TASK STATEMENT
Your answer should be the lines of the listing that contain the word "JSON".

RECORDED INFORMATION
________________________
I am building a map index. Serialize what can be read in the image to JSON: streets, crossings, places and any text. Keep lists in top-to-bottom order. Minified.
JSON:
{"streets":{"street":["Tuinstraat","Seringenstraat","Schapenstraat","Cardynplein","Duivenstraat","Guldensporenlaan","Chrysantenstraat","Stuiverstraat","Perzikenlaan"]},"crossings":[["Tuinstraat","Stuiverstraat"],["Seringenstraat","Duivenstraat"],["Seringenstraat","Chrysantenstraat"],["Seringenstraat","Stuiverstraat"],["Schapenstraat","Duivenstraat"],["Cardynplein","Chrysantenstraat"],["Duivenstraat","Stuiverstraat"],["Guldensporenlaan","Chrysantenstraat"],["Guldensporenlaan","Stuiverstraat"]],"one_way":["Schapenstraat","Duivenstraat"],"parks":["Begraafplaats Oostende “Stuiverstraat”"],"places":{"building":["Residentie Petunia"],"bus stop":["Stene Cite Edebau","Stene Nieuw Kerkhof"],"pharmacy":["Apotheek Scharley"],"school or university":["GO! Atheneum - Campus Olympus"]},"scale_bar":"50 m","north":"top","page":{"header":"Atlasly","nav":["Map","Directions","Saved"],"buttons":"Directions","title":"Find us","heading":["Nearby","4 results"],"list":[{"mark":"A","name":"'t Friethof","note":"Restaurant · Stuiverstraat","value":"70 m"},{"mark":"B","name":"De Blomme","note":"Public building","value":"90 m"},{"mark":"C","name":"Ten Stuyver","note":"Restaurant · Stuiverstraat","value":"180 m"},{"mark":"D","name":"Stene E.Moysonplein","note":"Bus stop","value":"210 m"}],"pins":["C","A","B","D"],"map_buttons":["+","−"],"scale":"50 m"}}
________________________
SOLUTION TO THE EXERCISE
I am building a map index. Serialize what can be read in the image to JSON: streets, crossings, places and any text. Keep lists in top-to-bottom order. Minified.
JSON:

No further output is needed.